Gradualmente, el cielo aclaró, y la resplandeciente luz lo invadió todo. Plantas grotescas, deformes, elevaban sus hojas al sol, y entre sus enmarañadas ramas y troncos bullían formas escamosas, húmedas, estúpidas, crueles…
Los monstruos cambiaban de forma, como arcilla en las manos de un escultor. Se irguieron sobre patas como torres, bramando su desafío, abriéndose paso entre la maraña de ramas y enredaderas. Las bestias peleaban y yo/nosotros también, pues ahora soy/somos como ellas, todo escamas, mandíbulas, dientes, cuernos, espinas, placas. Poco a poco, como en una sinfonía inaudible e inacabable que hacía danzar a todos los seres, los monstruos cambiaron, perdieron los rasgos bestiales, convirtiéndose en Pájaro, Perro, Buey, Lobo, Ciervo, Mono, Hombre.
Los hombres crearon herramientas, edificios, barcos, leyes, imperios; fueron campesinos, magos, poetas, esclavos, adivinos, pastores, astrólogos…
Aumentaron en gran número, y con su peso abrumaban al planeta…
Y su magia atrajo nuevamente la ira de los dioses de más allá del cielo, indignados con su Enemigo, a medida que sus hijos aprendían a controlar su mundo…
¿Eres tú?
Susana jadeó. Luchó con todas sus fuerzas por recuperar el control, por regresar a su mundo.
Mientras el Cousteau derivaba entre las nubes de Júpiter, su único tripulante había caído en una especie de duermevela, ese instante indefinido entre el sueño y la vigilia, en el que aún se posee cierta capacidad de juicio racional. Su cabeza parecía palpitar mansamente; unas suaves manos le estaban dando un masaje a sus pensamientos.
¿Eres tú?
– ¿Qué…? ¿yo…?
La alucinación desapareció como una película bruscamente cortada. El contacto se retiró, como el tentáculo de un caracol al tocar algo desagradable. Al hacerlo, dejó tras de sí un espeso sentimiento de decepción, como el rastro plateado de una babosa.
Esa inmensa decepción se apoderó del pecho de Susana, oprimiéndoselo como una gigantesca mano. Sintió deseos de llorar, y se preguntó si aquello podía ser efecto de la sobredosis de meta-éxtasis. Estaba segura de que no.
Miró a su alrededor.
Abajo se deslizaba la envoltura de nubes, de un color que oscilaba del amarillo claro a tonos más saturados, dorados, anaranjados y azafrán, formando un trenzado dibujo.
Y aquellas criaturas voladoras estaban bajo el Cousteau; lo estaban elevando, empujándolo hacia el transparente aire de las alturas.
A pesar de que su mente aún zumbaba, Susana logró reunir la suficiente frialdad para utilizar una diminuta paleta, rascar el lomo del monstruo y obtener una muestra de tejido.

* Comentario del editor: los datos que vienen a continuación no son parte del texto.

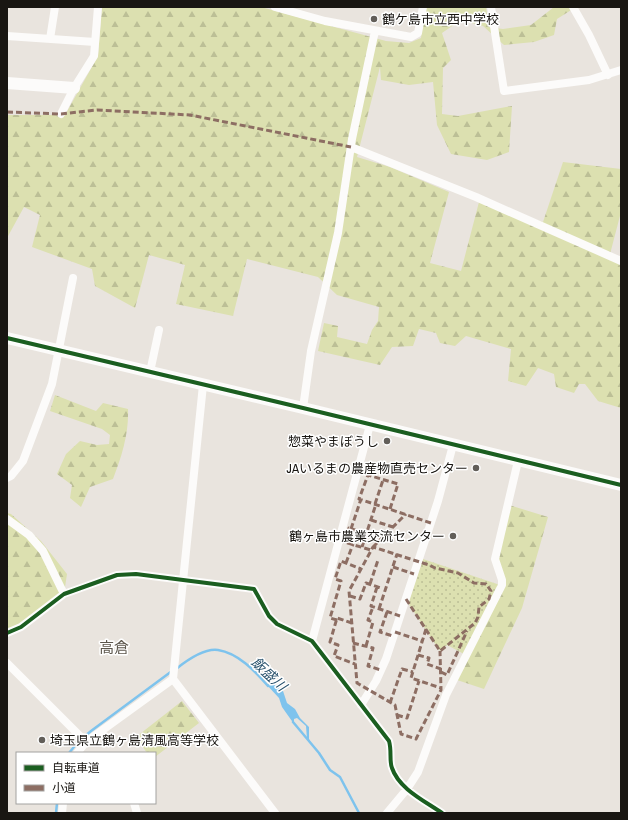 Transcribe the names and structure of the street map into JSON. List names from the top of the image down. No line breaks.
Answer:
{"districts":["高倉"],"water":["飯盛川"],"places":["鶴ケ島市立西中学校","惣菜やまぼうし","JAいるまの農産物直売センター","鶴ヶ島市農業交流センター","埼玉県立鶴ヶ島清風高等学校"],"legend":["自転車道","小道"]} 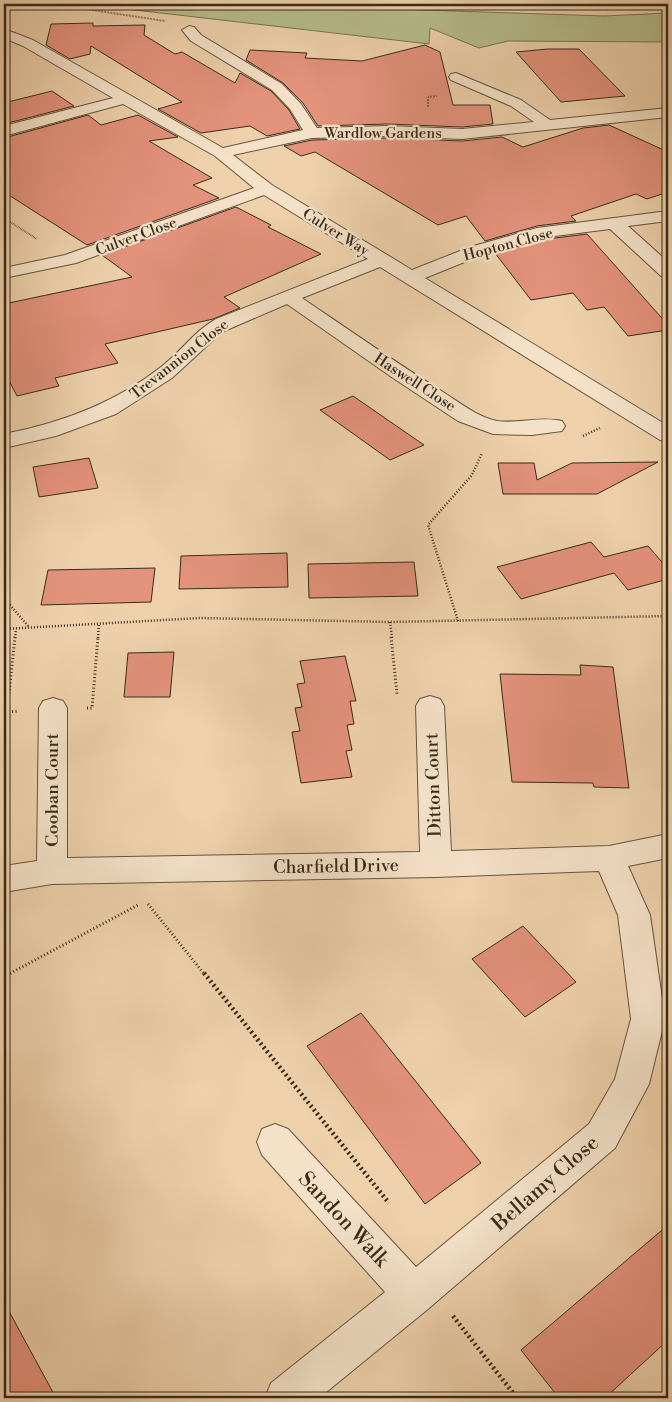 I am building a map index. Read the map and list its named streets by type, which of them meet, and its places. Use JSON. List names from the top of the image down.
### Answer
{
  "streets": {
    "street": [
      "Wardlow Gardens",
      "Culver Way",
      "Culver Close",
      "Hopton Close",
      "Trevannion Close",
      "Haswell Close",
      "Ditton Court",
      "Cooban Court",
      "Charfield Drive",
      "Bellamy Close",
      "Sandon Walk"
    ]
  },
  "crossings": [
    ["Wardlow Gardens", "Culver Way"],
    ["Culver Way", "Culver Close"],
    ["Culver Way", "Hopton Close"],
    ["Culver Way", "Trevannion Close"],
    ["Trevannion Close", "Haswell Close"],
    ["Ditton Court", "Charfield Drive"],
    ["Cooban Court", "Charfield Drive"],
    ["Charfield Drive", "Bellamy Close"],
    ["Bellamy Close", "Sandon Walk"]
  ]
} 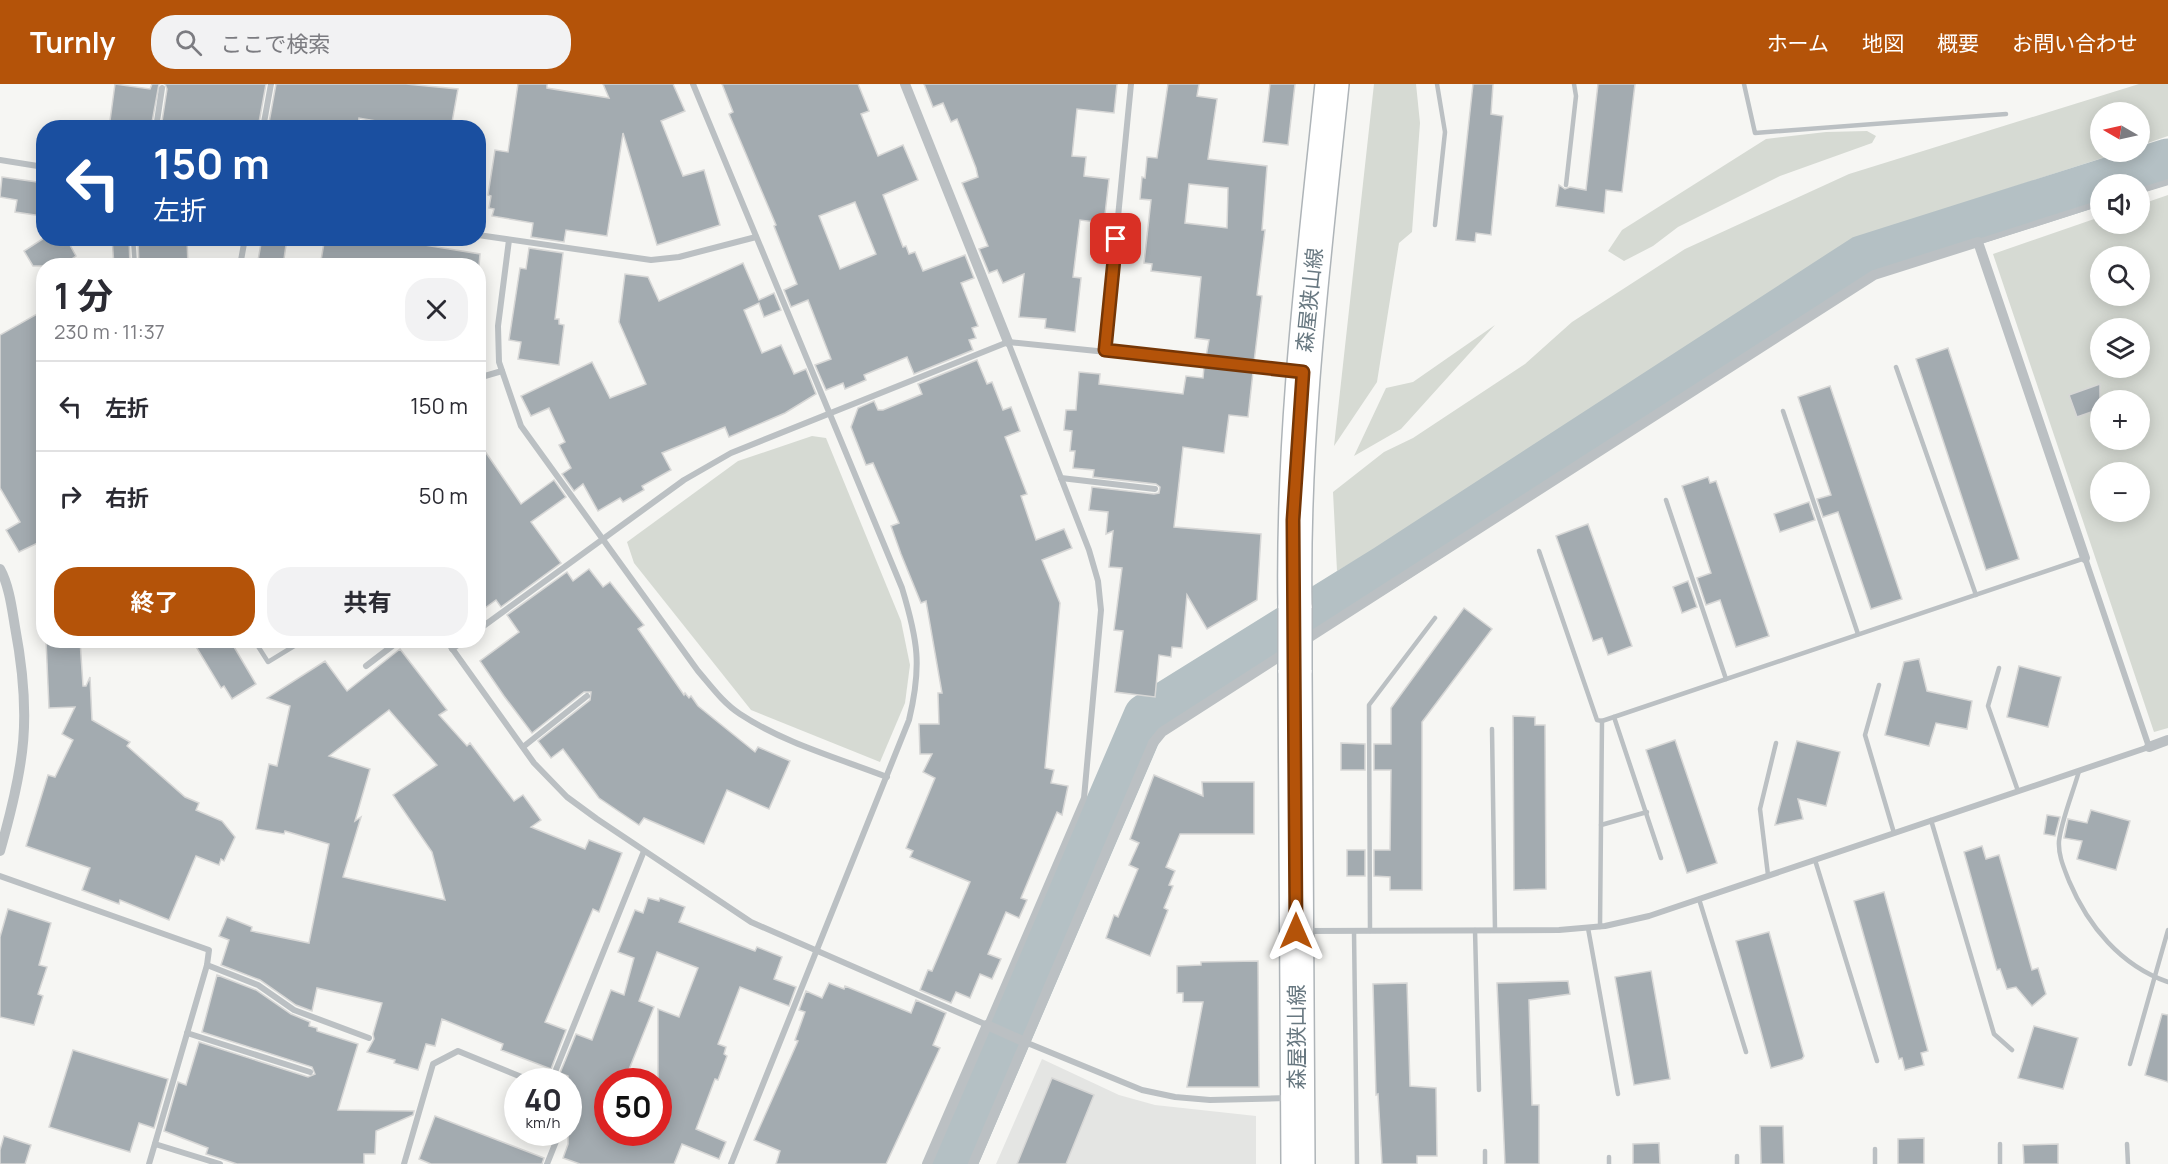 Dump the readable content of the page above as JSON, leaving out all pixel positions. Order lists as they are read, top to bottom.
{
  "streets": {
    "main road": ["森屋狭山線"]
  },
  "north": "left",
  "page": {
    "header": "Turnly",
    "search": "ここで検索",
    "nav": [
      "ホーム",
      "地図",
      "概要",
      "お問い合わせ"
    ],
    "map_buttons": ["+", "−"],
    "turn": ["150 m", "左折"],
    "heading": ["1 分", "230 m · 11:37"],
    "list": [
      {
        "name": "左折",
        "value": "150 m"
      },
      {
        "name": "右折",
        "value": "50 m"
      }
    ],
    "buttons": ["終了", "共有"],
    "speed": "40 km/h",
    "limit": "50"
  }
}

De todas las cosas que Lenov había imaginado, nada le había sorprendido tanto como la realidad.
Estaba posado en un claro de una selva increíble. La abundante vegetación que le rodeaba era engañosa; la temperatura era casi siberiana. Era evidente que aquellas no eran plantas normales.
Los árboles eran de troncos achaparrados, gruesos y cortos, una adaptación a la gravedad, sin duda. Sus copas se elevaban hacia un cielo totalmente fuera de lugar. Las feroces tormentas, los relámpagos y los truenos, omnipresentes en el ámbito joviano, se habían esfumado al atravesar el campo de fuerza. Las centellas seguían fulgurando en el cielo, cubierto de titánicas nubes; ningún sonido les llegaba.